---------- Records supplied ----------

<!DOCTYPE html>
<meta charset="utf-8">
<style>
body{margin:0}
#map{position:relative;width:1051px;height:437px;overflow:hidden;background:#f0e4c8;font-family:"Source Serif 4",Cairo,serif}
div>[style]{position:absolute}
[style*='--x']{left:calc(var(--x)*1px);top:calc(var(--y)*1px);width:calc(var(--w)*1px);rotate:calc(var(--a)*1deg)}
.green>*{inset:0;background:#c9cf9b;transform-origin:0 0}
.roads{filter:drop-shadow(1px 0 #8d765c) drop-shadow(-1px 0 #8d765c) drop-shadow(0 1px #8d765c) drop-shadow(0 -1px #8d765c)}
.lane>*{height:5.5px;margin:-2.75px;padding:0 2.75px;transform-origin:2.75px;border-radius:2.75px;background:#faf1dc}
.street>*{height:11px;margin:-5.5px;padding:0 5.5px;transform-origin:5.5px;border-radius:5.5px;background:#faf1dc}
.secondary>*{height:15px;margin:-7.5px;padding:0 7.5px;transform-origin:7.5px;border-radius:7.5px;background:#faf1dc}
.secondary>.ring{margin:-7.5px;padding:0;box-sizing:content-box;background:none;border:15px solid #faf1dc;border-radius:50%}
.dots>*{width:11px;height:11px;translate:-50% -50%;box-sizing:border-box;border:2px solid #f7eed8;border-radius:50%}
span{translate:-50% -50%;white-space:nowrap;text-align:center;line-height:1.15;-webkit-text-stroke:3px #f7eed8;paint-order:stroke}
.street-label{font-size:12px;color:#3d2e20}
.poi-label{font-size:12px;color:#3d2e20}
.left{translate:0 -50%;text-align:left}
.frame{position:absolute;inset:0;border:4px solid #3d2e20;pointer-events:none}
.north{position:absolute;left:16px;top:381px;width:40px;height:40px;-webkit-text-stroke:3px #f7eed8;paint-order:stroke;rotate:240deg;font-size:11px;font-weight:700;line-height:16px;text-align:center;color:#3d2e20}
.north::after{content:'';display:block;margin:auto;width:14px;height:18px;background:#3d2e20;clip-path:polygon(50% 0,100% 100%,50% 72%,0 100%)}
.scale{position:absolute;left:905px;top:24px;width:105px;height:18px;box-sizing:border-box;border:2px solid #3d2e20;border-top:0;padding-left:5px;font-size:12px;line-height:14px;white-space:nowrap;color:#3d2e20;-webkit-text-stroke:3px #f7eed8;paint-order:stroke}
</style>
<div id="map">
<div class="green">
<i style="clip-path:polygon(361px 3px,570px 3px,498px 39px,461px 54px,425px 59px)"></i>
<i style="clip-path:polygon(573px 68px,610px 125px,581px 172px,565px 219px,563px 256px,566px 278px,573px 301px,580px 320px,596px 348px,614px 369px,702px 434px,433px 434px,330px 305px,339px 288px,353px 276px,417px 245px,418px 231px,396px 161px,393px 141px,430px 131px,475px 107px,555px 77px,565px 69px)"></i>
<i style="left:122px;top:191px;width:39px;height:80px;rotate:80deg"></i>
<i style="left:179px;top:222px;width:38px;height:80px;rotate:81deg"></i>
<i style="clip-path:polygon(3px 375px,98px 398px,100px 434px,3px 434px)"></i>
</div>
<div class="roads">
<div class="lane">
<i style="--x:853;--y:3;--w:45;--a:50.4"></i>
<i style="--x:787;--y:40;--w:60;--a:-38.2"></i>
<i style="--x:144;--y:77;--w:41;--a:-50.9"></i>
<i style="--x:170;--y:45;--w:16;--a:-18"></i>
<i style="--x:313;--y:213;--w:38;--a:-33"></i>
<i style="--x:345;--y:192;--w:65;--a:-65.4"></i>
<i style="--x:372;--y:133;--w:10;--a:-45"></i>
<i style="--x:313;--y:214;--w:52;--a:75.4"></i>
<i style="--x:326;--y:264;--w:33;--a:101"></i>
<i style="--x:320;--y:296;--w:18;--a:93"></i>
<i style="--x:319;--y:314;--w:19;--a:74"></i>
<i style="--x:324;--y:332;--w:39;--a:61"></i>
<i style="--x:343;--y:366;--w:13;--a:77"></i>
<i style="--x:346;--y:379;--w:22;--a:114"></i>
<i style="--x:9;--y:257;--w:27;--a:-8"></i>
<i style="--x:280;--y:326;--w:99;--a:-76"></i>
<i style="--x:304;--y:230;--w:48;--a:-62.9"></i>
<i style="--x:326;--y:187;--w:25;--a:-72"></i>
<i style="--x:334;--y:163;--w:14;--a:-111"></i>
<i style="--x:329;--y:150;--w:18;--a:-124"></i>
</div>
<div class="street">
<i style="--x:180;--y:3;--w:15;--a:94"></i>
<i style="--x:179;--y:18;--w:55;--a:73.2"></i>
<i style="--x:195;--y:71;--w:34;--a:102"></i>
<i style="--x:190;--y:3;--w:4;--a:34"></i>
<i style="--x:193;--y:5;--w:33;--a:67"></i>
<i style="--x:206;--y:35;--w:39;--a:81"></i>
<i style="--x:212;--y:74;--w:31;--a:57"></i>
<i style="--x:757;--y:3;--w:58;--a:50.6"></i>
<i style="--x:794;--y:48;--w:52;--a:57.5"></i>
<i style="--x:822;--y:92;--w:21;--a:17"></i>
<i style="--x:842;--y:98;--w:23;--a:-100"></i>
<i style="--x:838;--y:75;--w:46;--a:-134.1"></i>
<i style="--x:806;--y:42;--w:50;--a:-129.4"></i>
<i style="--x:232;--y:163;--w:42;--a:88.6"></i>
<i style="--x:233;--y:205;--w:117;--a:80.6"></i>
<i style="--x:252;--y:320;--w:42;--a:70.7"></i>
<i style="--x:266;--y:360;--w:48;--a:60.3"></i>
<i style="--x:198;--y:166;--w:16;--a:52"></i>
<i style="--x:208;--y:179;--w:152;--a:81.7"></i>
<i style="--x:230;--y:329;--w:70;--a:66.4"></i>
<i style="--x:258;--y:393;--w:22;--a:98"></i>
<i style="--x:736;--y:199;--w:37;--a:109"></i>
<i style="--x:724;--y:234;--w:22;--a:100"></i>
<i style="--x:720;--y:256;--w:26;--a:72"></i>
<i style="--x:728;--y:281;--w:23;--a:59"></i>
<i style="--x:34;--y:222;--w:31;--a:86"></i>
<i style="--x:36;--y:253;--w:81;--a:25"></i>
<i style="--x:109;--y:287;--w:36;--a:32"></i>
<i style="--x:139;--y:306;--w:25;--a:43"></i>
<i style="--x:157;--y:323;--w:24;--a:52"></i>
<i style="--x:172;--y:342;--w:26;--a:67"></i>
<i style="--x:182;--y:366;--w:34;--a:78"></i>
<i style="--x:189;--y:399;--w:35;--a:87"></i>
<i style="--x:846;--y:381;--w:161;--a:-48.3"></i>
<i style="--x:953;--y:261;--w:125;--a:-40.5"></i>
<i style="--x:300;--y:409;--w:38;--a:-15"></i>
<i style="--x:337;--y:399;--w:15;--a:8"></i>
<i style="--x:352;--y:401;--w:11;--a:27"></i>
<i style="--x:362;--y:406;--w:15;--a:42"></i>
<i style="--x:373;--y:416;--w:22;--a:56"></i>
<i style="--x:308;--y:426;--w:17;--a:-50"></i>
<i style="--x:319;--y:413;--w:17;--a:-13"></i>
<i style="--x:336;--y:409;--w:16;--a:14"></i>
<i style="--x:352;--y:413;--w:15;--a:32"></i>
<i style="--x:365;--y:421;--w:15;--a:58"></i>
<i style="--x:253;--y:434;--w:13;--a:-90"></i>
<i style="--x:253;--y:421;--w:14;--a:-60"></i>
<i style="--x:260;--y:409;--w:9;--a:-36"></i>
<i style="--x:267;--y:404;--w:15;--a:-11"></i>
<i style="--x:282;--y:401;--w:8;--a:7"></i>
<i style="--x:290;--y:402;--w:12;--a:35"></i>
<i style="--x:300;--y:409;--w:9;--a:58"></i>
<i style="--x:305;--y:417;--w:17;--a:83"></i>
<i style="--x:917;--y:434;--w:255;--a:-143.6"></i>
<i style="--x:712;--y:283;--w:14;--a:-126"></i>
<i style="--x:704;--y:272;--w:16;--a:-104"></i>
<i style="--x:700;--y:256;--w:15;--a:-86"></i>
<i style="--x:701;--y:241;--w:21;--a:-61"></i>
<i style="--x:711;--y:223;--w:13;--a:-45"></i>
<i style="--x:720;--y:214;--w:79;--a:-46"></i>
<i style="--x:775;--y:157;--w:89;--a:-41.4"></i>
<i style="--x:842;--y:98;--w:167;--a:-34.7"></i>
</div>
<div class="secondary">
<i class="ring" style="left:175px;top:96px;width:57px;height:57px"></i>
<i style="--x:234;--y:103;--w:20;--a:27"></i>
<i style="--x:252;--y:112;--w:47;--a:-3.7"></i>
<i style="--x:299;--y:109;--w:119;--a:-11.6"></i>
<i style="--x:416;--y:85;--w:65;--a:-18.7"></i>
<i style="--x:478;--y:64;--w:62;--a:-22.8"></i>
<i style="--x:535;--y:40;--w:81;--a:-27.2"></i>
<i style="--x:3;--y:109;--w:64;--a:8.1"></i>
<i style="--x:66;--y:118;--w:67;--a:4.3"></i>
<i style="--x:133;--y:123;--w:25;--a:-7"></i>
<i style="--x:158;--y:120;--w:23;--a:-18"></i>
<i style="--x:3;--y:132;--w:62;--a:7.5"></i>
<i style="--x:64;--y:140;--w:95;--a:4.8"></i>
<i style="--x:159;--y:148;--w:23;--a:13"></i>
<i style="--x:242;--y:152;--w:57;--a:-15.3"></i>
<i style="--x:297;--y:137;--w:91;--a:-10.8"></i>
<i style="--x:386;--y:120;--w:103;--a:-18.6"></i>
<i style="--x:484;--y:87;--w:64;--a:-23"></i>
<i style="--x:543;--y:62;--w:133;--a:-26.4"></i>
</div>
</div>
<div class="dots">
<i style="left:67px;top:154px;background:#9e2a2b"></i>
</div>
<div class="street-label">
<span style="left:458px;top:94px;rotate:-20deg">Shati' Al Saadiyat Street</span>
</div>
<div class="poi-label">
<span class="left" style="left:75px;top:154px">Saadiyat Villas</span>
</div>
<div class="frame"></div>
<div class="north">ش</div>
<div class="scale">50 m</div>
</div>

----------
---------- Records supplied ----------

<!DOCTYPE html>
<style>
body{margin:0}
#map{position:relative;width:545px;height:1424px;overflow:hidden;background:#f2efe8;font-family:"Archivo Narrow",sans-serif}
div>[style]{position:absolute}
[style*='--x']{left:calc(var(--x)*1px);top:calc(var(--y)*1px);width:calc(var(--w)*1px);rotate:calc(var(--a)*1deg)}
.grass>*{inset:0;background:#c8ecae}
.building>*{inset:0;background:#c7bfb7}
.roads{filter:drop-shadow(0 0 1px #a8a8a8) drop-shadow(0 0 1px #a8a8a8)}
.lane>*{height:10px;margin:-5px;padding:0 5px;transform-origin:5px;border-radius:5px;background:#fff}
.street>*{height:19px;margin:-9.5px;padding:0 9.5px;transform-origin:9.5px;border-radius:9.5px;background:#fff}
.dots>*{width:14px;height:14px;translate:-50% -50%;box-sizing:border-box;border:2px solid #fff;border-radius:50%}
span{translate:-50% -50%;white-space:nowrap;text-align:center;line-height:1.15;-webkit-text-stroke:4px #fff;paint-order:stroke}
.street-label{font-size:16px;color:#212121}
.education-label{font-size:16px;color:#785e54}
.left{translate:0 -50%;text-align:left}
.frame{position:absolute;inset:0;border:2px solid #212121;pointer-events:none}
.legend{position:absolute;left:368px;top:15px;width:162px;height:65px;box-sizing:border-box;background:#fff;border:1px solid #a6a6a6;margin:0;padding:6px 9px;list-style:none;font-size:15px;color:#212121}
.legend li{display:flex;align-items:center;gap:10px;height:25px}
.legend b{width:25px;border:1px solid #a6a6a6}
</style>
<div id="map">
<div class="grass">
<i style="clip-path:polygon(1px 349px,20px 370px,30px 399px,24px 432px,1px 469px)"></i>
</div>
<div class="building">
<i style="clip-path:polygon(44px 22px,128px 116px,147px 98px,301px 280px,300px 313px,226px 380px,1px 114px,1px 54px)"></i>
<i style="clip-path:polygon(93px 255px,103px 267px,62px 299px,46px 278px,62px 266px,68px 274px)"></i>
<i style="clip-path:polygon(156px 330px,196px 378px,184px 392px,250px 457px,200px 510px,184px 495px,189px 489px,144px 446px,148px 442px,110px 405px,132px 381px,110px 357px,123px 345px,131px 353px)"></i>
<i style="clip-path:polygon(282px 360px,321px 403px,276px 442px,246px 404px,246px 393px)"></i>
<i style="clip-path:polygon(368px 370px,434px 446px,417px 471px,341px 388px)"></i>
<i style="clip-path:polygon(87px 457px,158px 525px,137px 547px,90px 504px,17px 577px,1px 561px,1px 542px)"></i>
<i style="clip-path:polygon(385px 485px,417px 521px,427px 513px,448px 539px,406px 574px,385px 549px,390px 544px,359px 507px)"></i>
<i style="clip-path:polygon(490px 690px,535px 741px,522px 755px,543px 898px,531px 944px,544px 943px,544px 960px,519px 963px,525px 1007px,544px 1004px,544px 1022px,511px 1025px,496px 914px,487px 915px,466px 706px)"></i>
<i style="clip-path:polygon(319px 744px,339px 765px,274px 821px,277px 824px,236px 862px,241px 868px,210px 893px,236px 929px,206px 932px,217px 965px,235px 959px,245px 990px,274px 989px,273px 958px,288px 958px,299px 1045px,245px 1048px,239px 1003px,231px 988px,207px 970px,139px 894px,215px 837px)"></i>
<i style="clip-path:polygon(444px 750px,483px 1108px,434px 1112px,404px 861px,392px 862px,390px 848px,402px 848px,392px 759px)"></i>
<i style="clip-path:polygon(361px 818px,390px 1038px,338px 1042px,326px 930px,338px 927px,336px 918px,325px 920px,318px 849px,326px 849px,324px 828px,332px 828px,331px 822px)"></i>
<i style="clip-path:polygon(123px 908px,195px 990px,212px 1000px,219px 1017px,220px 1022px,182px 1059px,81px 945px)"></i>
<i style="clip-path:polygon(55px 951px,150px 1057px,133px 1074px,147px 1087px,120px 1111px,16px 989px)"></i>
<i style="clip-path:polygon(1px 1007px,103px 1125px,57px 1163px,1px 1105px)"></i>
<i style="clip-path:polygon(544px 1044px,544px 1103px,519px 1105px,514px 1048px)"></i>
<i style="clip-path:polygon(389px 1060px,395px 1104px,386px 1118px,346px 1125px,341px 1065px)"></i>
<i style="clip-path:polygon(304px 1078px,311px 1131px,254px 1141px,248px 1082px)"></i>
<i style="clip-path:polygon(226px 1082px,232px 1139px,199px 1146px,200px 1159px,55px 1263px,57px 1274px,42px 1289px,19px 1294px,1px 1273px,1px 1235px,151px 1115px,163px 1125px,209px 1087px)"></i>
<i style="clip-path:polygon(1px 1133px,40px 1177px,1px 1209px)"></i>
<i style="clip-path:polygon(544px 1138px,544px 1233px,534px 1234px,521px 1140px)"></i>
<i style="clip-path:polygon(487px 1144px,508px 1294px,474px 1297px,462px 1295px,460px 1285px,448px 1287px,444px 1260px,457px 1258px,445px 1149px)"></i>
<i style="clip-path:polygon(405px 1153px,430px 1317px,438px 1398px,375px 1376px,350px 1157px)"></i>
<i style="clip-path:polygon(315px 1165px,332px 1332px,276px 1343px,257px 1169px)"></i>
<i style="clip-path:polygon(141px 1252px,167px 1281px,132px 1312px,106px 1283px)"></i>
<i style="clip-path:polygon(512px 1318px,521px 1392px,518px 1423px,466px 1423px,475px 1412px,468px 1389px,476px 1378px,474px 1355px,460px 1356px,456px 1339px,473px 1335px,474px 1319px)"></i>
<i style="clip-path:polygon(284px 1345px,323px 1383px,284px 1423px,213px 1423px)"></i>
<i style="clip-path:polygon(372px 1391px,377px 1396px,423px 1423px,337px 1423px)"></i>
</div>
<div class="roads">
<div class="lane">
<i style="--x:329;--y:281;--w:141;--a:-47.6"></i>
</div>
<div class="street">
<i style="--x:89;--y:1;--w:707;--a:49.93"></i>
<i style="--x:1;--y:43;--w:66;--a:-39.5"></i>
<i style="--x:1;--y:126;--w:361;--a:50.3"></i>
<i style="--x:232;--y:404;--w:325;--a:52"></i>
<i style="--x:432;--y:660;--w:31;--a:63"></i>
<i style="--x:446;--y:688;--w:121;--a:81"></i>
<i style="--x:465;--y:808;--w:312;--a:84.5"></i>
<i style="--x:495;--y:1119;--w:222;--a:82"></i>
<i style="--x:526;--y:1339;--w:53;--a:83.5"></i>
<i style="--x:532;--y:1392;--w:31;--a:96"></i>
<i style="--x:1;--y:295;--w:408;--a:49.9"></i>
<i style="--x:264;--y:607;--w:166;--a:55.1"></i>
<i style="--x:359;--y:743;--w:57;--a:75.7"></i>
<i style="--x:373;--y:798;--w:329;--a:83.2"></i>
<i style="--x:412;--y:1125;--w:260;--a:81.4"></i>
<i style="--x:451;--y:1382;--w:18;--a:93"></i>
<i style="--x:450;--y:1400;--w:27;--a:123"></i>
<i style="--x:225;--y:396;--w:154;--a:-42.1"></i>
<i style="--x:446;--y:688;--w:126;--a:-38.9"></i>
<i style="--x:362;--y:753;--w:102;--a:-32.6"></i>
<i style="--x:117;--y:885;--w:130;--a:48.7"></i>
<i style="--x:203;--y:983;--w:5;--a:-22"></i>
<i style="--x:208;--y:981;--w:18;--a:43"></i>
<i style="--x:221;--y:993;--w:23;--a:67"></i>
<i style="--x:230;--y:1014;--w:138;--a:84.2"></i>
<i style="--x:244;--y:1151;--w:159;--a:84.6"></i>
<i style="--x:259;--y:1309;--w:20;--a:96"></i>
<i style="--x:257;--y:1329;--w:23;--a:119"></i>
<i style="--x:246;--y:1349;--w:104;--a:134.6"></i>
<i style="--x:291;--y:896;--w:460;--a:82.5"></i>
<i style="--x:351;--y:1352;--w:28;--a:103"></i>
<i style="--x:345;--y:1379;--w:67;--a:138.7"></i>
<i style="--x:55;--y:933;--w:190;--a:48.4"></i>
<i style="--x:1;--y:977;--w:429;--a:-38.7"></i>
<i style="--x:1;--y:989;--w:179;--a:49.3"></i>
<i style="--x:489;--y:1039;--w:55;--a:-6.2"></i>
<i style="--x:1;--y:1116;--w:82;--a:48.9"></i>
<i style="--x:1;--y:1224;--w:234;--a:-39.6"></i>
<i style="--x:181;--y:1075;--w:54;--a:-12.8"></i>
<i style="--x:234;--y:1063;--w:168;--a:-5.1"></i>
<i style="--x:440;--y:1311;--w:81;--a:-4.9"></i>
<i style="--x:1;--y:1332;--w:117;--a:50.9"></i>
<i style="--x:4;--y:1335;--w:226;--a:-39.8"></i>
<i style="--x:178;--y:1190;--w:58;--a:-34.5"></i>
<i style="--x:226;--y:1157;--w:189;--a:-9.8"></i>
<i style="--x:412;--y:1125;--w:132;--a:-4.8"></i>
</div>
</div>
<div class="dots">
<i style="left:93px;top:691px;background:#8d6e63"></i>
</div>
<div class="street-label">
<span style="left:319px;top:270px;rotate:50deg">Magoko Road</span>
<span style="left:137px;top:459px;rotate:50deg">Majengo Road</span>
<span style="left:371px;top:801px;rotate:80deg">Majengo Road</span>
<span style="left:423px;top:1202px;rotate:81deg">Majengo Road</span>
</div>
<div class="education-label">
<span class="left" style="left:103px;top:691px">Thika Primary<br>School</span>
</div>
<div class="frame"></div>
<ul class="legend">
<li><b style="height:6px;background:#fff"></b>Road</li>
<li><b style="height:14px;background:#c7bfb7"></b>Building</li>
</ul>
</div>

----------

* [Assigned task]
Each line that contains the string "family" should be copied from the data above.

* [Answer box]
#map{position:relative;width:1051px;height:437px;overflow:hidden;background:#f0e4c8;font-family:"Source Serif 4",Cairo,serif}
#map{position:relative;width:545px;height:1424px;overflow:hidden;background:#f2efe8;font-family:"Archivo Narrow",sans-serif}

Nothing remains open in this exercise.